Binding of FcγRIIIb alloforms onto IgG by ELISA and SPR. (A) ELISA. Biotin-labeled recombinant FcγRIIIb alloforms (HNA-1aa, -1bb, and -1bc) were added into microtiter wells coated with 2.5 μg IgG or BSA for 1 h at room temperature. After washings, bound FcγRIIIb protein was detected with HRP-conjugated streptavidin using TMB as the substrate. The color reaction was read on an ELISA reader at 450 nm. Data are presented as means ± SD from three independent experiments. (B) SPR. Different amounts of IgG fractions (50, 100, 200, 400, and 800 nmol/liter) were injected over three flow cells coated with different recombinant FcγRIIIb alloforms (HNA-1aa, -1bb, and -1bc). The binding response in real time was recorded as resonance units (response units) for 500 s. The dissociation constant (K_d) was analyzed using computer software (ProteOn Manager; Bio-Rad).

FIG 4

Model of the three-dimensional structure of FcγRIIIb alloforms (green) and the Fc part of IgG (blue) around their interface (blue surface). (a) Structure of the interface between the HNA-1b alloform of soluble FcγRIIIb and Fc [“proline sandwich”: Trp108, Pro212 (Fc), and Trp131] as presented by the crystal structure (Protein Data Bank accession code 1E4K [14]). (b) Model of the structure of the HNA-1c alloform, obtained by in silico mutation 78Ala>Asp. Additional polar interactions are possible, exemplified by a potential salt bridge between receptor residues Asp78 and Lys209 on the Fc side. (c and d) Model of the geometric arrangement of the two Ig-like C2-type domains of the HNA-1b alloform of FcγRIIIb (c) and of the HNA-1a alloform (d).

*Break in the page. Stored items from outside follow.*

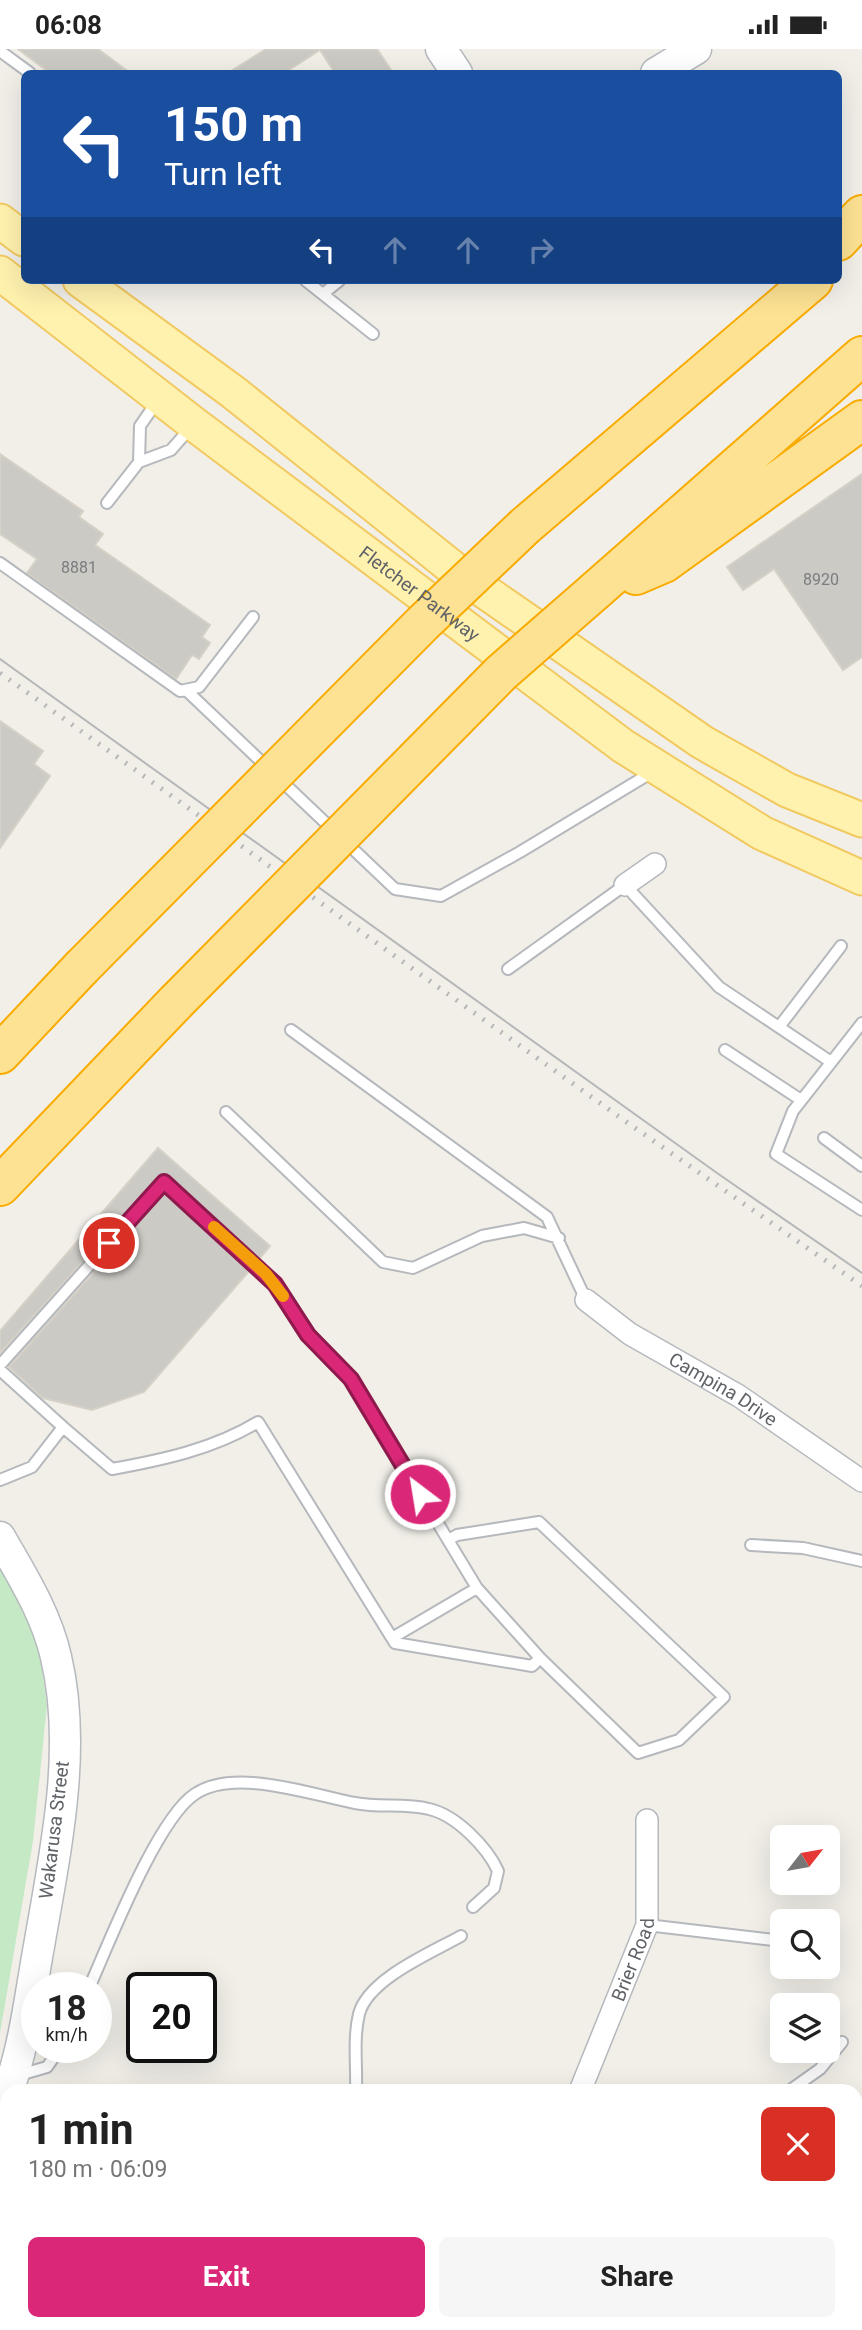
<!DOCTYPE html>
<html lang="en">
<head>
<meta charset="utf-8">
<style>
  body { margin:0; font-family:Roboto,sans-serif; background:#f6f6f6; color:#222; height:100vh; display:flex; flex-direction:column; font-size:26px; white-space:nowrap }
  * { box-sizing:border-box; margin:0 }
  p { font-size:23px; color:#767676 }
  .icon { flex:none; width:38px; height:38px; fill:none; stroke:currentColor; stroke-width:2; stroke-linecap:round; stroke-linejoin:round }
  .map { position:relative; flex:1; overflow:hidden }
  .drawer { position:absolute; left:0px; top:2035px; width:863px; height:247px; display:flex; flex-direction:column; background:#fff; border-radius:21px 21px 0 0; box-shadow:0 7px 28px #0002 }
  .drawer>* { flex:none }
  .guide { position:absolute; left:21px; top:21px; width:821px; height:214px; border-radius:10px; box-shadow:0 7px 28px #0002; background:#1a4fa0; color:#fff; overflow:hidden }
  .needle { width:46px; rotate:59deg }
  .fabs { position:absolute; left:770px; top:1776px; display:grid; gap:14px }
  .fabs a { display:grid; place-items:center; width:70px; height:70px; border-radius:10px; background:#fff; box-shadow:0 7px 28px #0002; font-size:35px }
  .speed { position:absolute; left:21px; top:1923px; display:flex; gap:14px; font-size:35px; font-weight:700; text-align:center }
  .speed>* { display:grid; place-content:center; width:91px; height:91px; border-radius:50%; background:#fff; box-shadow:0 7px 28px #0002; line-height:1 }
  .speed small { font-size:18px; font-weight:400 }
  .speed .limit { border:4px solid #111; border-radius:10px; background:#fff; color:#111 }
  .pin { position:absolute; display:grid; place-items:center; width:60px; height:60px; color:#fff; margin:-30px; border:4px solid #fff; border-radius:50%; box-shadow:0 2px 7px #0007 }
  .me { position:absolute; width:77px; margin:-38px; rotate:329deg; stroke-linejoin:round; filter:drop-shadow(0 0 5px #0008) }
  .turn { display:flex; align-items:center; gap:24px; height:147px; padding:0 28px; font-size:32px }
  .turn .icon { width:91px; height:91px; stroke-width:2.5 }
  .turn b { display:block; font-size:49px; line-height:60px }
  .lanes { display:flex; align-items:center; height:66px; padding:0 28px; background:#0003; justify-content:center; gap:35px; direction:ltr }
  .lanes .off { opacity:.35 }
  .round { display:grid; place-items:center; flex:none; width:74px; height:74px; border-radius:10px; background:#f6f6f6 }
  .head { display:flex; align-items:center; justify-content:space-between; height:119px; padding:0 28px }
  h1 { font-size:42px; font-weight:700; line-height:52px }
  .action { display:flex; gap:14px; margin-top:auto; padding:14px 28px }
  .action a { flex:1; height:80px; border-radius:10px; background:#db2777; color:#fff; font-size:28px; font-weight:700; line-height:80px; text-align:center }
  .action a+a { background:#f6f6f6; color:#222 }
  .status { display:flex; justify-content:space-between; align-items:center; height:49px; padding:0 35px; background:#fff; direction:ltr }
  .status svg { height:19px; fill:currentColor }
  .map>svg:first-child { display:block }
  .green { fill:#c5e8c5 }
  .building { fill:#cccac5; stroke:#d6d1c6; stroke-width:2 }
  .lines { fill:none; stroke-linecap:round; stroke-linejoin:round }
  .lane-casing { stroke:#b5b8bc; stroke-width:14 }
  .street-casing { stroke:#b5b8bc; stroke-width:24 }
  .secondary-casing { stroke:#b6babf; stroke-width:33 }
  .primary-casing { stroke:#f2c960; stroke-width:37 }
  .highway-casing { stroke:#f9ab00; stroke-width:42 }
  .lane { stroke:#fff; stroke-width:10 }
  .street { stroke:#fff; stroke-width:21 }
  .secondary { stroke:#fff; stroke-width:30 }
  .primary { stroke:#fff2af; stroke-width:33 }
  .highway { stroke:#fde293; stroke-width:38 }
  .tram { stroke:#b6b7b8; stroke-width:2 }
  .rail { stroke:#b6b7b8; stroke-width:5; stroke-dasharray:2 9; stroke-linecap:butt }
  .highway-bridge-casing { stroke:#f9ab00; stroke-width:42; stroke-linecap:butt }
  .highway-bridge { stroke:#fde293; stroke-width:38 }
  .route-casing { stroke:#8e194d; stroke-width:18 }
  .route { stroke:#db2777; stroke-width:12 }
  .slow { stroke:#f59e0b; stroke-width:12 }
  .labels { text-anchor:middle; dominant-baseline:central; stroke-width:5; stroke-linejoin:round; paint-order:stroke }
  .number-label { font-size:16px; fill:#7a7d7f }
  .street-label { font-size:19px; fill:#5f6368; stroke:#fff }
</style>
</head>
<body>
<div class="status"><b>06:08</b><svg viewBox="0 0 49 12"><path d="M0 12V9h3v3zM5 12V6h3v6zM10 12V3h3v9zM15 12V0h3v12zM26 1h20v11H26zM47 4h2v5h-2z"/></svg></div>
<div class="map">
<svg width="862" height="2281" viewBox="0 0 862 2281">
  <rect width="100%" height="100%" fill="#f1efe8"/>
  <path class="green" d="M0,1520L18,1549L39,1600L47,1656L33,1792L0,1984Z"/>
  <path class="building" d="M18,0H98L130,24H50Z
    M266,0H377L393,24H335L320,1L284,24H228Z
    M0,405L83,462L79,468L103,485L95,496L210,576L202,588L210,594L199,610L192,606L176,630L27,524L37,510L0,485Z
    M862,425V608L843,621L774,520L743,541L727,518Z
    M0,672L43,702L34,715L50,727L0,799Z
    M158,1099L270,1197L259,1210L169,1127L161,1126L0,1304V1282Z
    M165,1144L249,1222L144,1343L92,1361L43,1349L9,1318Z"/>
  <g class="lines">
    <defs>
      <path id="lane" d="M0,2L30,24
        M305,231L373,285
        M323,245L340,231
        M158,351L140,377L139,413L171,401L192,377
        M107,454L139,413
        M0,514L180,642L199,638L253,568
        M187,642L395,840L441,847L520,803L654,722
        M508,920L625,836L719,938L831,1013
        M862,974L793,1062L776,1105L862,1161
        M779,978L841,897
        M291,981L547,1168L586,1251
        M725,1001L801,1051
        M226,1063L383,1213L413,1219L482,1187L524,1179L559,1189
        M824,1089L862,1117
        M0,1316L164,1133L275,1235L308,1286L351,1330L448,1491
        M0,1321L63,1378
        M0,1431L32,1418L63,1378L112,1420C162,1411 214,1400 258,1373L395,1594L532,1617L540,1609L638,1704L679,1691L724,1648L539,1473L457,1486L448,1491L477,1539L392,1589
        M751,1496L803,1499L862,1512
        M477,1539L540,1609
        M647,1876L782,1892
        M89,1939C109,1894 157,1770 195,1745C235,1718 312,1746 355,1754C379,1759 405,1754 429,1760C456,1766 487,1798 498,1822L494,1839L473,1858
        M16,2027L47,2018L61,1998
        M356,2042C357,2018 353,1989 359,1965C368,1930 431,1904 461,1887
        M789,2042L820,2020L842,1993"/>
      <g id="street">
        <path d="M625,836L655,815"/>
        <path id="s1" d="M586,1251L630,1285L739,1347L862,1432"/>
        <path id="s2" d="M580,2042L647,1876V1771"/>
        <path d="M856,2151L862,2150"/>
        <path d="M688,2275L696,2281"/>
        <path d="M260,2281L266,2275"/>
        <path d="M343,2281L346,2275"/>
      </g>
      <path id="secondary" d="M441,0L457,24
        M656,24L696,0
        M0,1488C22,1527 46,1564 56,1608C78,1701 55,1804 39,1897C30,1946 25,1995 8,2042
        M0,2065L7,2045"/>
      <g id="primary">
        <path d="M0,172L24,190"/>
        <path id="s3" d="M0,224L194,375L623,697L762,784L862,829"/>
        <path d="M80,231L233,343L464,528L702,693L787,741L862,771"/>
      </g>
      <path id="highway" d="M838,192L862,166
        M525,477L813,231
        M636,526L664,514L862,371
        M595,542L862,307
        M0,1005L81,919
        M0,1137L176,953"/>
    </defs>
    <use href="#lane" class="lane-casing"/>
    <use href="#street" class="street-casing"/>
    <use href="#secondary" class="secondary-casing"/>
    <use href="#primary" class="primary-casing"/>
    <use href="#highway" class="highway-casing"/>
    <use href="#lane" class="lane"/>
    <use href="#street" class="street"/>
    <use href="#secondary" class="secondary"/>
    <use href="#primary" class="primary"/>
    <use href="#highway" class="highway"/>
    <path class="tram" d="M0,610L717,1124L862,1224"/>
    <path class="rail" d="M0,624L625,1072L862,1237"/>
    <defs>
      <path id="highway-bridge" d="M81,919L423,574L525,477
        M176,953L501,624L595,542"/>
    </defs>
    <use href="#highway-bridge" class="highway-bridge-casing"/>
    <use href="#highway-bridge" class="highway-bridge"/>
  </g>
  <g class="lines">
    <defs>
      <path id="route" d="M109,1194L164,1133L275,1235L308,1286L351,1330L420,1445"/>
    </defs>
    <use href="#route" class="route-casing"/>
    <use href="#route" class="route"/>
    <path class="slow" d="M214,1178L266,1225L283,1247"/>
  </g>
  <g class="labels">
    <g class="number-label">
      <text x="79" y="518">8881</text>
      <text x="821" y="530">8920</text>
    </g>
    <g class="street-label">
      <text stroke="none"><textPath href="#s3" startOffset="528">Fletcher Parkway</textPath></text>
      <text stroke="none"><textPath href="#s1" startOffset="164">Campina Drive</textPath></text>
      <text transform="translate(54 1781) rotate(-83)">Wakarusa Street</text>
      <text stroke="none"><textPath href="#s2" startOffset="142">Brier Road</textPath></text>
    </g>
  </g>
</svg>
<div class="fabs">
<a><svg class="needle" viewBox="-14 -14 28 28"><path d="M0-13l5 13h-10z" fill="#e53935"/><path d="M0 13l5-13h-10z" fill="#767676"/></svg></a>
<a><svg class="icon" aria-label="search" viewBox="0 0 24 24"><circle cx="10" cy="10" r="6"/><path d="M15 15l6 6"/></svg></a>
<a><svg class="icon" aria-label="layers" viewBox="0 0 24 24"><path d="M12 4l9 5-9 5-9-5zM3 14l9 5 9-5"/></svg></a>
</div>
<div class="speed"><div>18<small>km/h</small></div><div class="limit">20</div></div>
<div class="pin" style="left:109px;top:1194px;background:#d93025"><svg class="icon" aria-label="arrive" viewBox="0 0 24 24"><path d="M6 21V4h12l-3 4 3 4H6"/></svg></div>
<svg class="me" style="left:420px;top:1445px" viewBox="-20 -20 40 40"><circle r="17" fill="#db2777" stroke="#fff" stroke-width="3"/><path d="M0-11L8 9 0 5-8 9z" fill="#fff"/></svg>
<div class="guide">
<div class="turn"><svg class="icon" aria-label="left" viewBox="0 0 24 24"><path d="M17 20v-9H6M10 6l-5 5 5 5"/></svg><div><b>150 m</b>Turn left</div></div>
<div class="lanes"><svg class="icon" aria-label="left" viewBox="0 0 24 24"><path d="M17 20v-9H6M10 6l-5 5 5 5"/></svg><svg class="icon off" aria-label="ahead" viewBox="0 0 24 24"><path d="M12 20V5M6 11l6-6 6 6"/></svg><svg class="icon off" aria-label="ahead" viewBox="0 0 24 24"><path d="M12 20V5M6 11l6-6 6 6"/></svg><svg class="icon off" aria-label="right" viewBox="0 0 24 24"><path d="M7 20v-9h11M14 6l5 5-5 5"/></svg></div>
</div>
<section class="drawer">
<div class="head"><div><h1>1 min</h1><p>180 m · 06:09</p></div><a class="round" style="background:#d93025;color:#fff"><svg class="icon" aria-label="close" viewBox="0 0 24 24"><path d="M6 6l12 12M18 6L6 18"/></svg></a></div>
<div class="action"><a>Exit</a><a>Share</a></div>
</section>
</div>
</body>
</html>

The contact surface of domain 2 is in green.

FIG 5

ROS emission of HNA-1 phenotypes neutrophils primed with antibodies, in the presence of merozoites. HNA-1-phenotyped neutrophils derived from HNA-1ab (n = 4) and HNA-1abc (n = 4) donors were incubated with IgG (A) or specific IgG antibodies against malaria (B) in the presence of merozoites (see Materials and Methods). ROS emission derived from activated neutrophils was measured with DHR fluorescence probe by flow cytometry. The ratio between ROS with IgG mediation and without IgG (DHR alone) was calculated. Data are presented as means ± SD.